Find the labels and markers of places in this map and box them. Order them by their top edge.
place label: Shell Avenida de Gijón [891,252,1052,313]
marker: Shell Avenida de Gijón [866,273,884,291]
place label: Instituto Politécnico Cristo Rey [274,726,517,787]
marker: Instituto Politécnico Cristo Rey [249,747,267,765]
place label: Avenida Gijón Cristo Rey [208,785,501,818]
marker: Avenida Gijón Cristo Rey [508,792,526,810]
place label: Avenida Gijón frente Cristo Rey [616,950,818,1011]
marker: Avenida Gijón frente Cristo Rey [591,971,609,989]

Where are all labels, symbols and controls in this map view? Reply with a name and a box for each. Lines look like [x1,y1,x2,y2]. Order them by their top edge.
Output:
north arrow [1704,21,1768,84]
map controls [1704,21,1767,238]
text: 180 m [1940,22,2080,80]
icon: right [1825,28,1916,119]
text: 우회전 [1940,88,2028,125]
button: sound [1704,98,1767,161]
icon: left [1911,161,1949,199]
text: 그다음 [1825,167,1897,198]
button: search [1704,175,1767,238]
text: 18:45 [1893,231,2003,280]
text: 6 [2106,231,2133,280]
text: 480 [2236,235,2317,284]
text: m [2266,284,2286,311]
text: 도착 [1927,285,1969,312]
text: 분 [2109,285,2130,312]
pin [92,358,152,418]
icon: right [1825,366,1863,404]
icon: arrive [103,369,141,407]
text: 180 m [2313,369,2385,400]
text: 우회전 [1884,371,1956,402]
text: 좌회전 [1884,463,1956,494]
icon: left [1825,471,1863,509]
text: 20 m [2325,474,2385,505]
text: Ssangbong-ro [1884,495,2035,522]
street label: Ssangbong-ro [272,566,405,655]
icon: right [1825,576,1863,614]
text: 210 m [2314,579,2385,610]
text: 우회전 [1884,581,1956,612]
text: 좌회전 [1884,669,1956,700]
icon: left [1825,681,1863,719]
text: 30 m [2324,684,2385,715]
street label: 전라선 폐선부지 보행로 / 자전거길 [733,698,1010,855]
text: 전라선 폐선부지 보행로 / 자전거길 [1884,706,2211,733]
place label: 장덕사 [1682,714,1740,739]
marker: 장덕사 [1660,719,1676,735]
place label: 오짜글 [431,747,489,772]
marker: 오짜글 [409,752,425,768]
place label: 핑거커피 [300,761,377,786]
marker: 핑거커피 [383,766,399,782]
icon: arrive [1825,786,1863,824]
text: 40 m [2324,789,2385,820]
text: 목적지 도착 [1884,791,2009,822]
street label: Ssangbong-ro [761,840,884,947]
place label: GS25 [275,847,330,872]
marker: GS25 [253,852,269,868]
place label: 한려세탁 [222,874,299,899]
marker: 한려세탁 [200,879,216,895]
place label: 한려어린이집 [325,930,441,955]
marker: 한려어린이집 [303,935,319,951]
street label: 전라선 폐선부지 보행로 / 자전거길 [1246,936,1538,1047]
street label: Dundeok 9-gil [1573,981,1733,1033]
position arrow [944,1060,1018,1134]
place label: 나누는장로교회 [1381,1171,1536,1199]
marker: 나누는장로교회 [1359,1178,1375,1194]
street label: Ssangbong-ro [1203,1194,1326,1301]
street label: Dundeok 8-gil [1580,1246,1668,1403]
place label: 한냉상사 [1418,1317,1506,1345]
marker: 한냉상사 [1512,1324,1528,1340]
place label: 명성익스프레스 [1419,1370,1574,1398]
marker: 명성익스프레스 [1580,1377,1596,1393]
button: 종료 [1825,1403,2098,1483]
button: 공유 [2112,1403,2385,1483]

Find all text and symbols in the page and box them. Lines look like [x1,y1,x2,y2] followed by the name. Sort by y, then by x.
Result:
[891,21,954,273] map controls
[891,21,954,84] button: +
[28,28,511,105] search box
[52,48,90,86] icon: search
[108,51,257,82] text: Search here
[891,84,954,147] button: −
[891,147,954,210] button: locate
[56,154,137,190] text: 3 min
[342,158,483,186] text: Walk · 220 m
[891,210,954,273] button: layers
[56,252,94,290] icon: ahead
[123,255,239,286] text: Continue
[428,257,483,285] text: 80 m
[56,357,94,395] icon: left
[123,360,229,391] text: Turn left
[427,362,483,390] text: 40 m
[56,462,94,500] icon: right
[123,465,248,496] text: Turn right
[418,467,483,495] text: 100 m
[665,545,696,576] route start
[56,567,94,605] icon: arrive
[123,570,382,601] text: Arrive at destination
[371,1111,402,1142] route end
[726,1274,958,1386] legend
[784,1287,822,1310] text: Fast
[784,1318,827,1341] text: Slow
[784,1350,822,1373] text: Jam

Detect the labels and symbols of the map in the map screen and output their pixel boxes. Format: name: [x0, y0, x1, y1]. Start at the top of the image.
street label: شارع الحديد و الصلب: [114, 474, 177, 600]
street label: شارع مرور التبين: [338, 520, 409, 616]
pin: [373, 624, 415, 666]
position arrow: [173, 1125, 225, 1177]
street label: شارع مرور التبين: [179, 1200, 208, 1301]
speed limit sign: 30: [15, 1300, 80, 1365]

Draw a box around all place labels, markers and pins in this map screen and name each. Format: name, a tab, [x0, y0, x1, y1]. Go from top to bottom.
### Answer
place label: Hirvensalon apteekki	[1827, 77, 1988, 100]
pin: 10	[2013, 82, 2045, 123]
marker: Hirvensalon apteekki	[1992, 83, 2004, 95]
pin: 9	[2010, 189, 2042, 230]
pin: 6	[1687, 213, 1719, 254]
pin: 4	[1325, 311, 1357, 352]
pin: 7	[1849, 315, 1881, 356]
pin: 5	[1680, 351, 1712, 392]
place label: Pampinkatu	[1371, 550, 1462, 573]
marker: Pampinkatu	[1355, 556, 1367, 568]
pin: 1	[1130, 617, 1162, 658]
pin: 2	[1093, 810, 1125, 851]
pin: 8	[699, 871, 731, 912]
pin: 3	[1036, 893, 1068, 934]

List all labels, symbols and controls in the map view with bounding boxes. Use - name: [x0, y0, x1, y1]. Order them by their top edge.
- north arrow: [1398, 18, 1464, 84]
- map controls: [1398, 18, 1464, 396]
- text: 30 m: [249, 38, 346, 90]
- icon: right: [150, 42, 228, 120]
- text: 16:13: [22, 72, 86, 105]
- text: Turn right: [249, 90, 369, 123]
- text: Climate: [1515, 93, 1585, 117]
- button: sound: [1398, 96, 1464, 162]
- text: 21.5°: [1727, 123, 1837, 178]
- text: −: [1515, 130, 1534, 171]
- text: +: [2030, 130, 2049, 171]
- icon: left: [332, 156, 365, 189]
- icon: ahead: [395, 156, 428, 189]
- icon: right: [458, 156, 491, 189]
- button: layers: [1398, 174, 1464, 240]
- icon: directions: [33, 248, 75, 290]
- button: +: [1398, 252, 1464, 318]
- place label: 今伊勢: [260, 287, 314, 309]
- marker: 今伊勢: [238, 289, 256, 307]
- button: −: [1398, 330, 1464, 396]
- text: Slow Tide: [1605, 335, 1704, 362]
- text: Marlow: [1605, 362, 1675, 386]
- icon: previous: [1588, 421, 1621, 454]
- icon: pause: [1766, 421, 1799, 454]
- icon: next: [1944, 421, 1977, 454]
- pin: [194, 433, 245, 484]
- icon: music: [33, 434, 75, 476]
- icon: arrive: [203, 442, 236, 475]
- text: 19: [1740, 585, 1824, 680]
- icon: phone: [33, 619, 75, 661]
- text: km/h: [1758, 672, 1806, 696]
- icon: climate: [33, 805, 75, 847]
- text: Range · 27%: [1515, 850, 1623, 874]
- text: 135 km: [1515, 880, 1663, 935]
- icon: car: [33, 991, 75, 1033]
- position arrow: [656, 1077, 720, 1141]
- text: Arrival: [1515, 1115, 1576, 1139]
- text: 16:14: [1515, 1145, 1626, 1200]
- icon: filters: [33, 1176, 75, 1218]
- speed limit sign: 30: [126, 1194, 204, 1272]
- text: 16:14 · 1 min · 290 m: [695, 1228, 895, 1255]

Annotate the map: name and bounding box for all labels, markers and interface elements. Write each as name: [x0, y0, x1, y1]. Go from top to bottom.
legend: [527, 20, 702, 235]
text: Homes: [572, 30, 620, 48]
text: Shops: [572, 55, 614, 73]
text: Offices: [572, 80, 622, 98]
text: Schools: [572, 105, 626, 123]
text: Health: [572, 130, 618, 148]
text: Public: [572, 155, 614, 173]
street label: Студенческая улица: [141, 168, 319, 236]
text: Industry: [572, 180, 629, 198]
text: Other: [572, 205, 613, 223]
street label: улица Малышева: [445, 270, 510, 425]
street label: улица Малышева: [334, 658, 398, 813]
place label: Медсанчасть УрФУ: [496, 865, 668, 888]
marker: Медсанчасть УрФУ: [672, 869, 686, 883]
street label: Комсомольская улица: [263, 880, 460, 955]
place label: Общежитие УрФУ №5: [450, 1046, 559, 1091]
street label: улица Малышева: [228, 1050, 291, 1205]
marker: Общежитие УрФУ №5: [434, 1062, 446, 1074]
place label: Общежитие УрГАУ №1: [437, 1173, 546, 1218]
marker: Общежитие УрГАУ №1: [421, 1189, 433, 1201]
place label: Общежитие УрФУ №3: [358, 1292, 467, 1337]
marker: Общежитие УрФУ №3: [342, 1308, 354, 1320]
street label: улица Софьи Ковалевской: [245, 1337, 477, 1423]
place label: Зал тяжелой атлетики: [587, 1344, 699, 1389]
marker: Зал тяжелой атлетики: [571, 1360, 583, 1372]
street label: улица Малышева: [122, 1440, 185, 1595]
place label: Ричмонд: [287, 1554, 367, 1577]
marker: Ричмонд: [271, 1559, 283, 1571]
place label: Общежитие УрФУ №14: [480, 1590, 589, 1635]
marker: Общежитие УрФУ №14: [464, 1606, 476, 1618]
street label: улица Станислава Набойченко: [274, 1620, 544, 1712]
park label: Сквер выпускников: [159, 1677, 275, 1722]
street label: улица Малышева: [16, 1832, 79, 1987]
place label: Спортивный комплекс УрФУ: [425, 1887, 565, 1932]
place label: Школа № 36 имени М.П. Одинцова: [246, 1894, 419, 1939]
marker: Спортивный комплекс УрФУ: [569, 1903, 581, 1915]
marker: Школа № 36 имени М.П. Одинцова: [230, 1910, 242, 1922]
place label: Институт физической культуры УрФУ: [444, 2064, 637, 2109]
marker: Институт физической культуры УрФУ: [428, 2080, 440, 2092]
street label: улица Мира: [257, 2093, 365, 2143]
----------
YOUR OBJECTIVE:
A line belongs in the answer if it contains the word "Медсанчасть"; please copy each such line from the material.

SOLUTION TO THIS TASK:
place label: Медсанчасть УрФУ: [496, 865, 668, 888]
marker: Медсанчасть УрФУ: [672, 869, 686, 883]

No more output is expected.